Marching under a banner which will read, “We won’t go back,” Montoya said, “We as law professors will lead the march.”

One of the biggest obstacles to remedying segregation, in Montoya’s
opinion, is standardized tests, which came into wide use in the 1970s.
The tests, she said, simply function as a means of “allocating social
goods” — whether in employment, educational opportunities, housing, or
public contracts.

“The tests create a false sense of social justice,” she said. “They
create the impression that the social goods have gone to those who
deserve it.”

Although the group has many reservations about standardized tests, Montoya emphasized, “We’re not against merit.”

According to Montoya, the objective of SALT and its allies is to
create diverse institutions and to redefine merit so that the a new
definition includes skills that will benefit society — such as the
ability to speak different languages, the ability to form affiliate
bands, and the ability to get along.

At the conference, students voiced concerns that what has happened
at the University of Texas and University of California systems, where
affirmative action has been eliminated, is but a harbinger of things to
come.

An example of their concern is a new lawsuit by White students at
the University of Michigan alleging that they were passed over in favor
of minorities. In addressing the audience, New Mexico Court of Appeals
judge Michael D. Bustamante warned that the mood of the country and the
recent actions of the courts nationwide did not hold out much hope for
the future of affirmative action.

As for the perceived distortions, Montoya said, “Whites tell
altered histories. They often act as though they don’t know the history
of slavery against African Americans; of genocide against American
Indians; of invasion, land theft, and conquest against Mexican
Americans; and a history of exclusion against Asian Americans.”
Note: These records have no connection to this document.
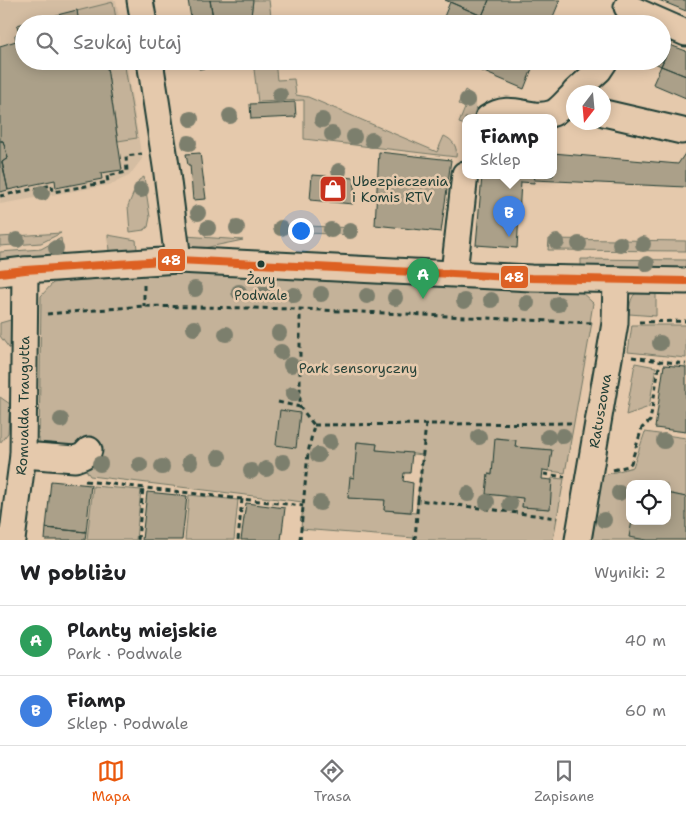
<!DOCTYPE html>
<html lang="pl">
<head>
<meta charset="utf-8">
<style>
  :root { --surface:#fff; --page:#f2f2f2; --text:#202124; --muted:#757577; --line:#e0e0e0; --accent:#ea580c }
  body { margin:0; font-family:"Shantell Sans",sans-serif; background:var(--page); color:var(--text) }
  .controls { position:absolute; right:15px; bottom:15px; display:grid; overflow:hidden; border-radius:10px; box-shadow:0 2px 12px #0003 }
  .controls button { width:45px; height:45px; display:grid; place-items:center; padding:0; border:0; border-bottom:1px solid var(--line); background:var(--surface); color:var(--text); font:25px sans-serif }
  .compass { position:absolute; left:566px; top:85px; width:45px; height:45px; border-radius:50%; background:var(--surface); box-shadow:0 2px 12px #0003; rotate:196deg }
  .you { position:absolute; left:300px; top:230px; width:18px; height:18px; margin:-12px; border:4px solid #fff; border-radius:50%; background:#1a73e8; box-shadow:0 0 0 8px #1a73e833 }
  .badge { display:grid; place-items:center; width:32px; height:32px; border-radius:50%; background:var(--accent); color:#fff; font-size:16px; font-weight:700 }
  .pin { position:absolute; translate:-50% -41px; filter:drop-shadow(0 1px 2px #0008) }
  .pin::after { content:''; position:absolute; top:26px; width:18px; height:15px; background:inherit; clip-path:polygon(0 0,100% 0,50% 100%) }
  .popup { position:absolute; left:462px; top:114px; width:95px; height:65px; box-sizing:border-box; display:grid; place-content:center; border-radius:10px; background:var(--surface); filter:drop-shadow(0 1px 4px #0005); font-size:16px; white-space:nowrap; color:var(--muted) }
  .popup b { font-size:19px; color:var(--text) }
  .popup::after { content:''; position:absolute; left:50%; top:100%; margin-left:-10px; border:10px solid transparent; border-top-color:var(--surface) }
  .list { margin:0; padding:0; list-style:none }
  h2 { display:flex; justify-content:space-between; align-items:center; height:65px; margin:0; padding:0 20px; font-size:21px }
  h2 small { font-size:16px; font-weight:400; color:var(--muted) }
  .list li { display:grid; grid-template-columns:32px 1fr auto; gap:15px; align-items:center; box-sizing:border-box; height:70px; padding:0 20px; border-top:1px solid var(--line) }
  .list b { display:block; font-size:19px; white-space:nowrap }
  .list p { margin:0; font-size:16px; white-space:nowrap; color:var(--muted) }
  .list em { font-size:16px; font-style:normal; color:var(--muted) }
  .icon { flex:none; width:28px; height:28px; fill:none; stroke:currentColor; stroke-width:2; stroke-linecap:round; stroke-linejoin:round }
  .map { position:relative; flex:none; width:686px; height:540px; overflow:hidden }
  .search { position:absolute; background:var(--surface); box-shadow:0 2px 12px #0003; left:15px; right:15px; top:15px; height:55px; display:flex; align-items:center; gap:12px; box-sizing:border-box; padding:0 18px; border-radius:28px; color:var(--muted); font-size:19px }
  .sheet { height:205px; background:var(--surface) }
  nav { display:flex; justify-content:space-around; align-items:center; box-sizing:border-box; height:70px; border-top:1px solid var(--line); background:var(--surface); font-size:14px; color:var(--muted) }
  nav a { display:grid; justify-items:center; gap:2px }
  nav .on { color:var(--accent) }
  .map>svg:first-child { display:block }
</style>
</head>
<body>
<div class="map">
<svg width="686" height="540" viewBox="0 0 686 540">
  <rect width="100%" height="100%" fill="#e5c9ac"/>
  <filter id="ink" filterUnits="userSpaceOnUse"><feTurbulence type="fractalNoise" baseFrequency=".02" numOctaves="2"/><feDisplacementMap in="SourceGraphic" scale="10" xChannelSelector="R" yChannelSelector="G"/><feConvolveMatrix kernelMatrix="1 2 1 2 8 2 1 2 1" color-interpolation-filters="sRGB"/></filter>
  <g filter="url(#ink)">
    <!-- built -->
    <path fill="#d4bda2" d="M0,0h116l4,24h-96v37h102l16,98 -13,17 -20,9 -109,19z"/>
    <!-- green -->
    <path fill="#c4b299" stroke="#727866" fill-rule="evenodd" d="M253,0h16l3,24h-22z
      M113,2l4,22h-17l-1,-4 -20,4 -2,-13z
      M106,61h18l13,77 -19,3z
      M253,61h22l2,19 17,-1 2,16 12,2 129,55 7,-16c9,4 14,11 12,21l-152,-18v-39l-46,2z
      M465,90c11,6 13,17 8,28h-8v7l-6,-2 6,-15 -7,-4z
      M144,177l6,40 -2,10 -4,3 -14,2 -2,-26 11,-26z
      M307,226l49,2v7l-50,-2z
      M61,233l-20,10 -41,3v-9z
      M108,235l28,5 1,9 -28,3z
      M185,236l58,4 -44,9 -6,-1 -6,-5z
      M61,238l2,17 -63,5v-8l41,-3z
      M549,239l137,2v10l-138,-1z
      M581,259l105,1v8l-105,-2z
      M135,271l444,19 14,13 -3,19h2l-27,151 -16,-2 2,-21 -36,-3v-7l-19,-2 -4,36h-4l-1,20 36,4 -1,9 27,2 3,-31 12,1 -11,61h-139v-2l-113,-9 2,-27 -213,-26 -17,-26 -34,-3 2,-151 12,-13zM357,442l20,2 -1,6 47,5 -7,58 -32,-3 1,-10 -37,-2 3,-21 3,1z
      M656,289v27l-27,-2c2,-23 6,-23 27,-25z
      M14,319l-2,28 -3,1 -9,-12v-13z
      M632,325h54v33l-58,-6z
      M635,363l21,4 -7,40 -23,8z
      M0,397l10,7 -2,29 -8,10z
      M645,432l41,6v59l-19,-4v-9l-23,-2v2h-14v37h2l15,19h-55l9,-64 32,-9z
      M93,486l48,4 -5,50h-49z
      M189,495l49,5 -4,40h-49z"/>
    <!-- building -->
    <path fill="#aba089" stroke="#1f3d34" d="M188,0h22l4,24h-22z
      M210,0h43l-3,24h-36z
      M445,0h44l-7,16z
      M489,0h71l-10,24h-109l9,-22 32,14z
      M659,0h27v11z
      M77,10l2,14 21,-4v4h-76v37h82l16,109 -21,3 1,6 -46,9 -1,-8 -47,10 -6,-28 6,-4 -5,-17h-3v-95l16,-5 -1,-6 4,-1 -2,-9z
      M662,38l10,4 -11,24 -10,-5h11z
      M670,45l16,6v25l-25,-10z
      M198,61h21l1,5 -21,3z
      M458,61h77l-11,28z
      M661,66l25,10v22l-33,-14z
      M295,102l1,15 -45,2 -1,-15z
      M0,141h3l5,17 -6,4 6,28 -8,2z
      M379,152l72,8 -10,72 -66,-7z
      M686,152v35l-152,-7 1,-4h18v-23l125,11z
      M200,153l6,46 -13,1 -3,-35h-2l-2,-11z
      M312,175l43,3 -2,26 -43,-4z
      M482,176h53l-1,7 -13,-1 -4,66 -41,-3z
      M664,365l22,2v65l-31,-4z
      M280,410l20,3 -4,35 -20,-3z
      M495,438l21,2 -1,7 37,3 -3,21 -6,-1 -1,9 10,1 -2,29 -28,-2 1,-9 -37,-4 2,-20 4,1z
      M357,442l20,2 -1,6 36,3 -2,20h-6l-1,8 10,2 -2,29 -27,-2 1,-10 -37,-2 2,-21 4,1z
      M51,481l40,4 -5,47 -40,-4z
      M147,492l40,4 -5,44h-40z
      M667,493l19,4v43h-39l-18,-3 3,-16h35z
      M246,503l39,5 -4,32h-40z
      M46,528l40,4 -1,8h-40z"/>
    <g fill="none" stroke-linecap="round" stroke-linejoin="round">
      <defs>
        <g id="minor">
          <path d="M140,0l4,24"/>
          <path d="M627,7l59,26"/>
          <path d="M150,61l16,105 12,94"/>
          <path d="M575,92l24,-22 6,-9"/>
          <path d="M604,113l78,18"/>
          <path d="M488,118c23,-17 42,4 65,-5 8,-4 14,-13 21,-19"/>
          <path d="M0,273l25,-3 153,-10 353,18 155,3"/>
          <path d="M454,273l11,-99"/>
          <path d="M23,455l52,4 8,-3 6,-6"/>
          <path id="s1" d="M12,540l11,-85 2,-185"/>
          <path id="s2" d="M578,540l37,-217 1,-43"/>
        </g>
      </defs>
      <!-- minor casing -->
      <use href="#minor" stroke="#1f3d34" stroke-width="29"/>
      <!-- path -->
      <path stroke="#1f3d34" stroke-width="3" stroke-dasharray="5 4" stroke-linecap="butt" d="M0,196l52,-11 1,7 55,-10 -1,-6 20,-4 -1,-16 16,-2
        M144,285v21
        M47,314l97,-8 156,3 292,14
        M639,322l47,-1
        M632,357l28,4
        M278,402l22,5
        M426,424l-8,76 139,18
        M314,425l261,-2
        M613,470l15,-4 3,-3 11,-35 8,-7 10,-60 26,3
        M544,474l21,3
        M85,481l218,25
        M138,540l5,-52
        M238,540l4,-41
        M300,540l8,-87 6,-28 -14,-18v-98
        M415,540l3,-40"/>
      <!-- minor -->
      <use href="#minor" stroke="#e5c9ac" stroke-width="25"/>
      <defs>
        <path id="bus-1" d="M0,273l25,-3 153,-10 353,18 155,3"/>
      </defs>
      <!-- bus-1 casing -->
      <use href="#bus-1" stroke="#e5c9ac" stroke-width="11"/>
      <!-- bus-1 -->
      <use href="#bus-1" stroke="#dd6124" stroke-width="8"/>
    </g>
    <!-- trees -->
    <g fill="#7c7f6d">
      <circle cx="280" cy="95" r="8"/>
      <circle cx="467" cy="100" r="8"/>
      <circle cx="230" cy="116" r="8"/>
      <circle cx="191" cy="119" r="8"/>
      <circle cx="322" cy="120" r="8"/>
      <circle cx="332" cy="134" r="8"/>
      <circle cx="354" cy="137" r="8"/>
      <circle cx="372" cy="140" r="8"/>
      <circle cx="189" cy="143" r="8"/>
      <circle cx="339" cy="171" r="8"/>
      <circle cx="141" cy="190" r="8"/>
      <circle cx="42" cy="193" r="8"/>
      <circle cx="198" cy="213" r="8"/>
      <circle cx="208" cy="228" r="8"/>
      <circle cx="237" cy="228" r="8"/>
      <circle cx="281" cy="228" r="8"/>
      <circle cx="331" cy="230" r="8"/>
      <circle cx="350" cy="231" r="8"/>
      <circle cx="17" cy="240" r="8"/>
      <circle cx="557" cy="242" r="8"/>
      <circle cx="579" cy="244" r="8"/>
      <circle cx="620" cy="244" r="8"/>
      <circle cx="643" cy="244" r="8"/>
      <circle cx="56" cy="248" r="8"/>
      <circle cx="647" cy="264" r="8"/>
      <circle cx="195" cy="289" r="8"/>
      <circle cx="239" cy="292" r="8"/>
      <circle cx="263" cy="294" r="8"/>
      <circle cx="321" cy="294" r="8"/>
      <circle cx="294" cy="295" r="8"/>
      <circle cx="367" cy="296" r="8"/>
      <circle cx="395" cy="298" r="8"/>
      <circle cx="491" cy="300" r="8"/>
      <circle cx="464" cy="301" r="8"/>
      <circle cx="527" cy="303" r="8"/>
      <circle cx="558" cy="304" r="8"/>
      <circle cx="194" cy="328" r="8"/>
      <circle cx="279" cy="333" r="8"/>
      <circle cx="226" cy="334" r="8"/>
      <circle cx="660" cy="343" r="8"/>
      <circle cx="281" cy="352" r="8"/>
      <circle cx="291" cy="365" r="8"/>
      <circle cx="293" cy="394" r="8"/>
      <circle cx="61" cy="420" r="8"/>
      <circle cx="563" cy="436" r="8"/>
      <circle cx="479" cy="437" r="8"/>
      <circle cx="548" cy="437" r="8"/>
      <circle cx="664" cy="441" r="8"/>
      <circle cx="330" cy="442" r="8"/>
      <circle cx="318" cy="455" r="8"/>
      <circle cx="219" cy="457" r="8"/>
      <circle cx="190" cy="462" r="8"/>
      <circle cx="283" cy="462" r="8"/>
      <circle cx="100" cy="464" r="8"/>
      <circle cx="140" cy="465" r="8"/>
      <circle cx="162" cy="467" r="8"/>
      <circle cx="266" cy="469" r="8"/>
      <circle cx="251" cy="471" r="8"/>
      <circle cx="619" cy="493" r="8"/>
      <circle cx="468" cy="494" r="8"/>
      <circle cx="487" cy="502" r="8"/>
      <circle cx="320" cy="503" r="8"/>
      <circle cx="510" cy="504" r="8"/>
      <circle cx="604" cy="520" r="8"/>
    </g>
  </g>
  <!-- icons -->
  <defs>
    <symbol id="shop-square" viewBox="-11 -11 22 22"><rect x="-9" y="-9" width="18" height="18" rx="4" fill="#c8321e" stroke="#e5c9ac"/><path d="M-5-2.5h2.3a2.7 3.5 0 0 1 5.4 0H5L5.5 6h-11ZM-1.5-2.5h3a1.5 2.3 0 0 0-3 0Z" fill="#fff"/></symbol>
  </defs>
  <g fill-rule="evenodd">
    <use href="#shop-square" x="317" y="173" width="32" height="32"/>
  </g>
  <!-- markers -->
  <circle fill="#1f3d34" stroke="#e5c9ac" stroke-width="2" cx="261" cy="264" r="4.5"/>
  <g text-anchor="middle" dominant-baseline="central" stroke-width="5" stroke-linejoin="round" paint-order="stroke">
    <!-- bus labels -->
    <g font-size="13" fill="#1f3d34" stroke="#e5c9ac">
      <text x="261" y="279">Żary<tspan x="261" dy="16">Podwale</tspan></text>
    </g>
    <!-- poi labels -->
    <g font-size="14" fill="#1f3d34" stroke="#e5c9ac" text-anchor="start">
      <text x="352" y="181">Ubezpieczenia<tspan x="352" dy="16">i Komis RTV</tspan></text>
    </g>
    <!-- park labels -->
    <g font-size="14" fill="#274339" stroke="#e5c9ac">
      <text x="358" y="368">Park sensoryczny</text>
    </g>
    <!-- street labels -->
    <g font-size="14" fill="#1f3d34" stroke="#e5c9ac">
      <text stroke="none"><textPath href="#s1" startOffset="135">Romualda Traugutta</textPath></text>
      <text stroke="none"><textPath href="#s2" startOffset="131">Ratuszowa</textPath></text>
    </g>
  </g>
  <g stroke="#e5c9ac" stroke-width="2">
    <rect x="157" y="248" width="29" height="24" rx="5" fill="#dd6124"/>
    <rect x="500" y="265" width="29" height="24" rx="5" fill="#dd6124"/>
  </g>
  <g font-size="14" text-anchor="middle" font-weight="bold" fill="#fff">
    <text x="171" y="265">48</text>
    <text x="514" y="282">48</text>
  </g>
</svg>
<div class="controls">
<button><svg class="icon" aria-label="locate" viewBox="0 0 24 24"><circle cx="12" cy="12" r="6"/><path d="M12 2v4M12 18v4M2 12h4M18 12h4"/></svg></button>
</div>
<svg class="compass" viewBox="-18 -18 36 36"><path d="M0-13l5 13h-10z" fill="#e53935"/><path d="M0 13l5-13h-10z" fill="#757577"/></svg>
<div class="you"></div>
<div class="pin badge" style="left:423px;top:299px;background:#2e9e5b">A</div>
<div class="pin badge" style="left:509px;top:237px;background:#3f7fe0">B</div>
<div class="popup"><b>Fiamp</b>Sklep</div>
<div class="search"><svg class="icon" aria-label="search" viewBox="0 0 24 24"><circle cx="10" cy="10" r="6"/><path d="M15 15l6 6"/></svg>Szukaj tutaj</div>
</div>
<section class="sheet">
<h2>W pobliżu<small>Wyniki: 2</small></h2>
<ul class="list">
<li><span class="badge" style="background:#2e9e5b">A</span><div><b>Planty miejskie</b><p>Park · Podwale</p></div><em>40 m</em></li>
<li><span class="badge" style="background:#3f7fe0">B</span><div><b>Fiamp</b><p>Sklep · Podwale</p></div><em>60 m</em></li>
</ul>
</section>
<nav>
<a class="on"><svg class="icon" aria-label="map" viewBox="0 0 24 24"><path d="M3 6l6-2 6 2 6-2v14l-6 2-6-2-6 2zM9 4v14M15 6v14"/></svg>Mapa</a>
<a><svg class="icon" aria-label="directions" viewBox="0 0 24 24"><path d="M12 3l9 9-9 9-9-9zM9 14v-3h6M13 9l2 2-2 2"/></svg>Trasa</a>
<a><svg class="icon" aria-label="saved" viewBox="0 0 24 24"><path d="M7 4h10v16l-5-4-5 4z"/></svg>Zapisane</a>
</nav>
</body>
</html>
Montoya said that legal histories are formulated — or
misformulated — through the process of exclusion. A casualty of this
exclusion is the lack of knowledge of legal battles against segregation
by Latinos since the turn of the century. One of the most prominent of
these cases was the 1946 Mendez v. Westminister case, which effectively
ended segregated Mexican schools in California.

Citing the case of Felix Longoria — a World War II hero who was
refused burial in his hometown of South Texas and eventually was buried
in Arlington, Virginia — Montoya noted that sometimes people who are
unaware of the history of segregation against Mexican Americans act as
though the victims should not be entitled to restitution or legal
remedies.

“Yet, Latinos do have a legal and moral claim,” said Montoya. “We
need to recapture that history. There has been a collective wrong
[against Mexican Americans]. And it continues.”